Bone marrow microenvironment overlap between vexas and myelodysplastic syndrome demonstrated by targeted transcriptomic and artificial intelligence Free

Introduction: VEXAS (vacuoles, E1 enzyme, X-linked, autoinflammatory, somatic) syndrome is an inflammatory process that involves bone marrow (BM). Active inflammation is also a major feature of the microenvironment in the BM of patients with myelodysplastic syndrome (MDS). To explore the overlap between VEXAS and MDS, we used an artificial intelligence (AI) approach and compared the transcriptomic profile of the BM from VEXAS patients (N=59) with the BM from MDS patients (N=1021) and the BM of individuals without specific diagnostic abnormality or with CHIP (clonal hematopoiesis of indeterminate potential) (N=1030) (Normal).

Methods: RNA was extracted from the bone marrow samples from patients with VEXAS (N=59), MDS (N=1030), and Normal (1030). The RNA was sequenced by next generation sequencing (NGS) using a targeted RNA panel of 1600 genes. Hybrid capture sequencing library preparation was used, and RNA was quantified using transcript per million (TPM). To compare between the three groups, we used the RNA expression levels in an AI model based on Bayesian statistics and random forest. Bayesian statistics were used to rank the genes that distinguish between groups, then random forest was used to establish the signatures that distinguish between the groups. Two thirds of the samples were used for training and one third was used for testing the models.

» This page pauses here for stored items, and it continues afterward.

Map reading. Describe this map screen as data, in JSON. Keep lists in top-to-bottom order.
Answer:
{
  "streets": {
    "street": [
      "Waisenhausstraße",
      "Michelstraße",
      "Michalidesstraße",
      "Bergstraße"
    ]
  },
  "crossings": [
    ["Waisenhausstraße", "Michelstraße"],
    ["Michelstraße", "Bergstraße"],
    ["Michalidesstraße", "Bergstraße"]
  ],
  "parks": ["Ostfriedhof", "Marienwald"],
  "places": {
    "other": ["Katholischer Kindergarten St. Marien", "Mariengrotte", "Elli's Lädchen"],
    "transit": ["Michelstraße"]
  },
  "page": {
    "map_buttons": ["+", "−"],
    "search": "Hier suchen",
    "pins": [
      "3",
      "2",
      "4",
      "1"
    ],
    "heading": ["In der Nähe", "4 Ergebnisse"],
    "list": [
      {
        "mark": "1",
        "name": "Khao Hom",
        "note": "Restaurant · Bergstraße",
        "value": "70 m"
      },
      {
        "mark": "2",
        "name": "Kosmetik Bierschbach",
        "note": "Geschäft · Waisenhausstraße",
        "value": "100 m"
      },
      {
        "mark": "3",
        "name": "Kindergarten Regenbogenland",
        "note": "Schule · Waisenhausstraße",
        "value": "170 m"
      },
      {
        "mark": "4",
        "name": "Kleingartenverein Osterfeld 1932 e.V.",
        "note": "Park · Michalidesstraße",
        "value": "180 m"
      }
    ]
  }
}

Results: Using the AI model described above, the BM of patients with VEXAS was significantly different from normal. Only 8 genes (SF3A1, SMAD5, PRPF8, MCM3AP, NFYC, FGFR1OP, PPM1D, THRA) were adequate to distinguish VEXAS from normal with AUC of 0.910 (95% CI: 0.0867-0.953)(A). Except for PPM1D, all genes were at significantly higher levels in VEXAS while PPM1D expression was significantly lower in VEXAS. Three of the 8 genes are involved in RNA splicing and 3 in DNA damage repair. Of the tested 1600 genes, 453 genes showed significant (LogFDR <-3) difference in the level of expression between VEXAS and normal. In contrast, only 152 genes were significantly different (LogFDR <-3) between MDS and VEXAS. Using the same AI model, 40 genes were needed to distinguish VEXAS from MDS (AUC : 0.905, 95% CI: 0.0861-0.950)(B). All genes that were significantly abnormal in VEXAS as compared with normal were also significantly abnormal in MDS as compared with normal. The difference was in the same direction in that those with high expression in VEXAS vs. normal were also high in MDS vs. normal and vice versa.

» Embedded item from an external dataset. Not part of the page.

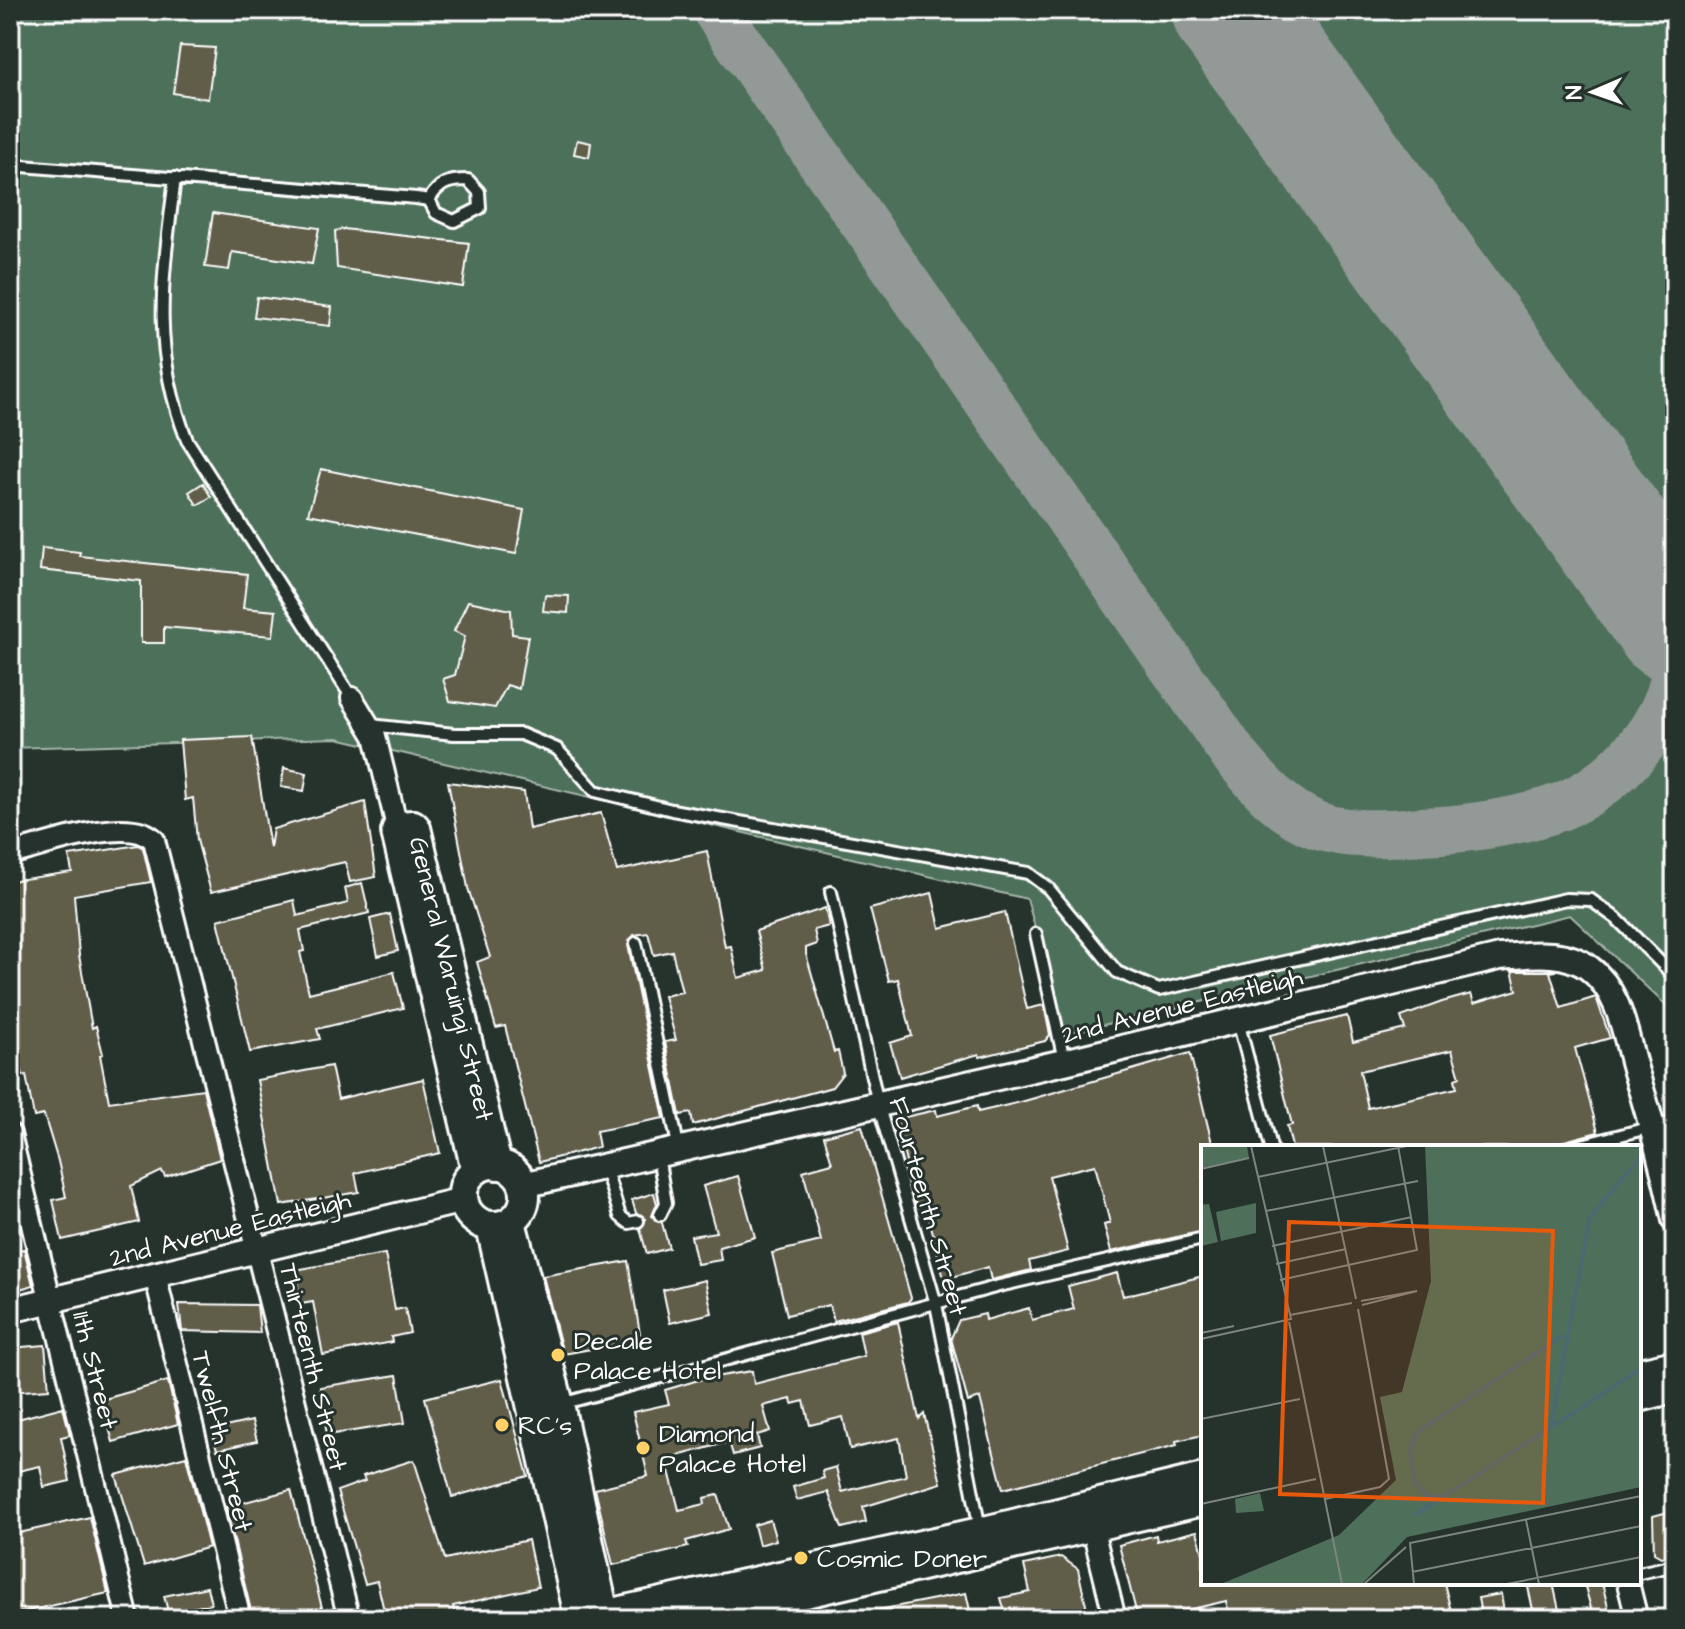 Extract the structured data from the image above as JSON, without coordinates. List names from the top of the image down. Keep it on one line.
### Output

Conclusions: These findings suggest that while the presenting symptoms in VEXAS are systemic inflammatory processes involving lungs, skin, blood vessels, and joints, there are significant abnormalities in bone marrow microenvironment mimicking the abnormalities seen in MDS. The demonstration that changes in splicing and DNA repair gene are the major molecular abnormalities that distinguish VEXAS BM as compared to normal suggests that therapeutic approaches targeting these abnormalities may help in ameliorating the clinical manifestation of this disease.